## REQUIREMENT
Once you find the line containing "Grill &amp; Chill</span>", please retype it and every line after it to the end of the entries, exactly and with nothing added.

(THE INPUT Opens)

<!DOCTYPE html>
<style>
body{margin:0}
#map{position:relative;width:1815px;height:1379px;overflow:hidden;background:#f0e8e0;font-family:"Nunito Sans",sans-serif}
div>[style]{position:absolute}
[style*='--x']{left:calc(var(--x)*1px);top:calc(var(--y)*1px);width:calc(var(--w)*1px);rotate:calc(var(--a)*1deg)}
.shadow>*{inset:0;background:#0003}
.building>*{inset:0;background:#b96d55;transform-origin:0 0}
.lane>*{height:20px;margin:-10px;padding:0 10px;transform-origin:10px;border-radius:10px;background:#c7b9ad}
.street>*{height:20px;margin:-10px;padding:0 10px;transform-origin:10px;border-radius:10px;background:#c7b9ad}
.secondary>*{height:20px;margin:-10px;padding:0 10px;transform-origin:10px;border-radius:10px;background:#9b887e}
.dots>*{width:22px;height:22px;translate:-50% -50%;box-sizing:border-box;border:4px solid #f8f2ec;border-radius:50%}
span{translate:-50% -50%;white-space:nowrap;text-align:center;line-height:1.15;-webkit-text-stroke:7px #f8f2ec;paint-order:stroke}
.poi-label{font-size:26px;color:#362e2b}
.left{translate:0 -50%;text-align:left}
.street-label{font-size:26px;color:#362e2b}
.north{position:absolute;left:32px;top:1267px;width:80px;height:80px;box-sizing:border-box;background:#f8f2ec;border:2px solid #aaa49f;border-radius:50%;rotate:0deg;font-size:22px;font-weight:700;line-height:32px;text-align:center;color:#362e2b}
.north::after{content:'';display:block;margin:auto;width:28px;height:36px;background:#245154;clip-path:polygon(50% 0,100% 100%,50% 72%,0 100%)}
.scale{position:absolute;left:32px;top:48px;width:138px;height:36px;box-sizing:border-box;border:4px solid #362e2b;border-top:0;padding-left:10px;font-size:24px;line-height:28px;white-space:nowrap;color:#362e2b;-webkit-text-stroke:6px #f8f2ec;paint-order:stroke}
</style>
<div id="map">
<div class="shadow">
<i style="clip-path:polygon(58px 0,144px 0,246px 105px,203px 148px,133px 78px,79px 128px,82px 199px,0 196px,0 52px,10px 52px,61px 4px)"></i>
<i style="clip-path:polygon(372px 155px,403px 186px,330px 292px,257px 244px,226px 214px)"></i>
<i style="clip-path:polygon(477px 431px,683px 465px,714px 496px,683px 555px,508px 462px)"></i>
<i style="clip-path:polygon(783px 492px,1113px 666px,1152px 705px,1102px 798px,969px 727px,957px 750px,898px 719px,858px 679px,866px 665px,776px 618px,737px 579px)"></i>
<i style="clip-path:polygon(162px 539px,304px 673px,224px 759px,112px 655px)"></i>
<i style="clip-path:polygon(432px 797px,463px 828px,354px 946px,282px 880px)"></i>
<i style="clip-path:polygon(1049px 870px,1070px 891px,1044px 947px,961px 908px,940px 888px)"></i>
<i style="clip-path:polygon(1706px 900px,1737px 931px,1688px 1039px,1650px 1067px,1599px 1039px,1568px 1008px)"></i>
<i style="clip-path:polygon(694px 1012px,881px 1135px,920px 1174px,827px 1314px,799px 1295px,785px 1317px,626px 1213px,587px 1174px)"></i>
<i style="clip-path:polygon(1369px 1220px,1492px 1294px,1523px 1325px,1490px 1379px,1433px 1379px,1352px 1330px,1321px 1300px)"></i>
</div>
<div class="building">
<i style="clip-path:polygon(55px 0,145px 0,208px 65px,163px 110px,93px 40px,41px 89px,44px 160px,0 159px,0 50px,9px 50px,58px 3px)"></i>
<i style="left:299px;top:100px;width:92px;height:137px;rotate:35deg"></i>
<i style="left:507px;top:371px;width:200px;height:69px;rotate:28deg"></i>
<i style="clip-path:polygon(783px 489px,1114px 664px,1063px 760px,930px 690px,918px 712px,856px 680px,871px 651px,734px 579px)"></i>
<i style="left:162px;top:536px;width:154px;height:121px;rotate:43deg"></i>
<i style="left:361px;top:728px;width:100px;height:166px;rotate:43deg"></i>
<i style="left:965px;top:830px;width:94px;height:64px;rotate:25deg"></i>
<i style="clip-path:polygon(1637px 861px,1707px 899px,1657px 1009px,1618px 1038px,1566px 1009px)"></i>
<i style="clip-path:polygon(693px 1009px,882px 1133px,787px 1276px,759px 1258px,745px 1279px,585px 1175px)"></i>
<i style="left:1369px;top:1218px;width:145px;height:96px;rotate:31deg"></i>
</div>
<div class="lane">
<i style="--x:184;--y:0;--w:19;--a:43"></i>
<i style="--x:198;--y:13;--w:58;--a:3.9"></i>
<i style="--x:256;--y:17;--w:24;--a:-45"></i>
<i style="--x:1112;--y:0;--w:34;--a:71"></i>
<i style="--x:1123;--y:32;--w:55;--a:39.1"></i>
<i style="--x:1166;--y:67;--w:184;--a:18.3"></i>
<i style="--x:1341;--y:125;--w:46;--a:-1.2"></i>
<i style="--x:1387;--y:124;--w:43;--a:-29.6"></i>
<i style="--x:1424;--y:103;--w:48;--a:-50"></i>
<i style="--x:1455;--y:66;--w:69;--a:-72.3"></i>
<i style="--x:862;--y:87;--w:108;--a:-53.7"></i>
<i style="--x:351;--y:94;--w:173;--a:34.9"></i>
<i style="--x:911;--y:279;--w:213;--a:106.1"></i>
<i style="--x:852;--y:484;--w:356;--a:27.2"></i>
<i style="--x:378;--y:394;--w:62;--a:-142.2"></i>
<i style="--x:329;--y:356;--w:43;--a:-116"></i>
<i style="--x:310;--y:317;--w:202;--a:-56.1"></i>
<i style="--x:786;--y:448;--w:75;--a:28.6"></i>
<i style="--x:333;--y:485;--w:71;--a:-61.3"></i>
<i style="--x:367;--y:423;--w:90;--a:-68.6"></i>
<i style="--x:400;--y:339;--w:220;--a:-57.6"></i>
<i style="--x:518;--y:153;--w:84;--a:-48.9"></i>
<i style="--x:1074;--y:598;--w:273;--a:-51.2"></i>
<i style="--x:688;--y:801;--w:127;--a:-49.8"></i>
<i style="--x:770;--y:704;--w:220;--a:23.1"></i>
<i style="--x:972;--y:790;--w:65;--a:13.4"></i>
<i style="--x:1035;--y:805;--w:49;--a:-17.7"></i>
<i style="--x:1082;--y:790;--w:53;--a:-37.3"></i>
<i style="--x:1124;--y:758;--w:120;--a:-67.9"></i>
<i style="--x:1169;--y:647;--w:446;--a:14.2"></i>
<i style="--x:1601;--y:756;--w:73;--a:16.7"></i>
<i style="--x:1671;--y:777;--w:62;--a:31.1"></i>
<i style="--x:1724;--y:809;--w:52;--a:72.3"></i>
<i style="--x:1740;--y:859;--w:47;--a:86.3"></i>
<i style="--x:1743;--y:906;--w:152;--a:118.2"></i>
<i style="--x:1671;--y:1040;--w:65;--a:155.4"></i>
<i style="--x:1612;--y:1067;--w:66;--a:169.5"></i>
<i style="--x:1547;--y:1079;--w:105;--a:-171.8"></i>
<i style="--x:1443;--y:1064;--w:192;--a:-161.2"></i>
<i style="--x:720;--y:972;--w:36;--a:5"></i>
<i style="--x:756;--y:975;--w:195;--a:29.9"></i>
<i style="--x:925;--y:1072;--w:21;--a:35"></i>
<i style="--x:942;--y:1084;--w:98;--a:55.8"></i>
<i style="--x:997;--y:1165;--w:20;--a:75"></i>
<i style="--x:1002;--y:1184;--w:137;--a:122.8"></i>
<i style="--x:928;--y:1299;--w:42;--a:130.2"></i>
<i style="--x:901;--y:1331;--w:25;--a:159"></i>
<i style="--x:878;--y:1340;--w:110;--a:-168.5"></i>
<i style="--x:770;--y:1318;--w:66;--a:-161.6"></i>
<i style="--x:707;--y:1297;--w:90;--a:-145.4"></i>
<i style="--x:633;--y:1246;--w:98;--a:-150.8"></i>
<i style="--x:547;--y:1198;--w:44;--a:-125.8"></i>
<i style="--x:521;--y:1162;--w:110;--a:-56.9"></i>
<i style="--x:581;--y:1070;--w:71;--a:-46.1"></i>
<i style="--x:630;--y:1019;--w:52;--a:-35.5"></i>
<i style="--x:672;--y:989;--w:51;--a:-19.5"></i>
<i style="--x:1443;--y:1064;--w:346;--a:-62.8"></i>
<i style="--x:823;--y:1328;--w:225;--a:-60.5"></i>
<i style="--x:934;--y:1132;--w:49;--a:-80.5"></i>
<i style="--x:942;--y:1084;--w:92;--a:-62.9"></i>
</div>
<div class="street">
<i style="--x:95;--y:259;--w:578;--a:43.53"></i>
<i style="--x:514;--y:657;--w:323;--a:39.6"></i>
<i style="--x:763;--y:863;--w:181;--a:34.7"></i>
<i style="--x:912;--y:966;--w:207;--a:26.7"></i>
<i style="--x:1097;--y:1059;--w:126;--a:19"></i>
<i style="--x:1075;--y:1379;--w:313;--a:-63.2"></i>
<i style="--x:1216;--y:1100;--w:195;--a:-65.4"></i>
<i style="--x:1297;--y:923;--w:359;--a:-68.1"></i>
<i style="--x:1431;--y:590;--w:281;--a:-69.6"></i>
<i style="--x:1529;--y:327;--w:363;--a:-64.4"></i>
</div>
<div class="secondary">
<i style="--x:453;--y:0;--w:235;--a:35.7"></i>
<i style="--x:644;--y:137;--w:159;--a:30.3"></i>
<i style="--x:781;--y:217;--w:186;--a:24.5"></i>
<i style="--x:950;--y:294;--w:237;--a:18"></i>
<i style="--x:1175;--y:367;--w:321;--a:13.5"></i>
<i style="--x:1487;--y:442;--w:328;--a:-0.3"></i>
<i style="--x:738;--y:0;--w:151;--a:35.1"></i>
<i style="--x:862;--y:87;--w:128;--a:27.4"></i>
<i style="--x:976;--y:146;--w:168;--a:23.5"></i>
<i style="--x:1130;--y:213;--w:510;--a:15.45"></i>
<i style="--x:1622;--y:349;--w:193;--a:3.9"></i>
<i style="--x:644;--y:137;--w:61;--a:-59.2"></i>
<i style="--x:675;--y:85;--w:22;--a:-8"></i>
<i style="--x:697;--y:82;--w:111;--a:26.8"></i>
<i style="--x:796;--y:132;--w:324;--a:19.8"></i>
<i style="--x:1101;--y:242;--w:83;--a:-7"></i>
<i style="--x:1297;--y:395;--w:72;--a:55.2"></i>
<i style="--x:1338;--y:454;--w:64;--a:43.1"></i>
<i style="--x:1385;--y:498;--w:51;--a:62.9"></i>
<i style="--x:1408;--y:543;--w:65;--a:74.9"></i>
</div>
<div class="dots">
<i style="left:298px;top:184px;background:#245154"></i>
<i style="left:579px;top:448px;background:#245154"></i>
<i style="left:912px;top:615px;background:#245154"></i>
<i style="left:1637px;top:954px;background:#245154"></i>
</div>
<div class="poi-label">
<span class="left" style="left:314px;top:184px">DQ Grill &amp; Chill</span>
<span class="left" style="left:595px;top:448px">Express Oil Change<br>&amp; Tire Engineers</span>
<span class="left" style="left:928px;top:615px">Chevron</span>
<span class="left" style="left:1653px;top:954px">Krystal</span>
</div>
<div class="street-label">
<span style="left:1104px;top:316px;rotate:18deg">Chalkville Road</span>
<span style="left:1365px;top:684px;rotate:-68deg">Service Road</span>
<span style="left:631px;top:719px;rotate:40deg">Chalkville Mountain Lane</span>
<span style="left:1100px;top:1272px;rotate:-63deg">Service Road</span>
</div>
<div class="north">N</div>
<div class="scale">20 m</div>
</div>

(THE INPUT Closes)

## ANSWER FOR THE TASK
<span class="left" style="left:314px;top:184px">DQ Grill &amp; Chill</span>
<span class="left" style="left:595px;top:448px">Express Oil Change<br>&amp; Tire Engineers</span>
<span class="left" style="left:928px;top:615px">Chevron</span>
<span class="left" style="left:1653px;top:954px">Krystal</span>
</div>
<div class="street-label">
<span style="left:1104px;top:316px;rotate:18deg">Chalkville Road</span>
<span style="left:1365px;top:684px;rotate:-68deg">Service Road</span>
<span style="left:631px;top:719px;rotate:40deg">Chalkville Mountain Lane</span>
<span style="left:1100px;top:1272px;rotate:-63deg">Service Road</span>
</div>
<div class="north">N</div>
<div class="scale">20 m</div>
</div>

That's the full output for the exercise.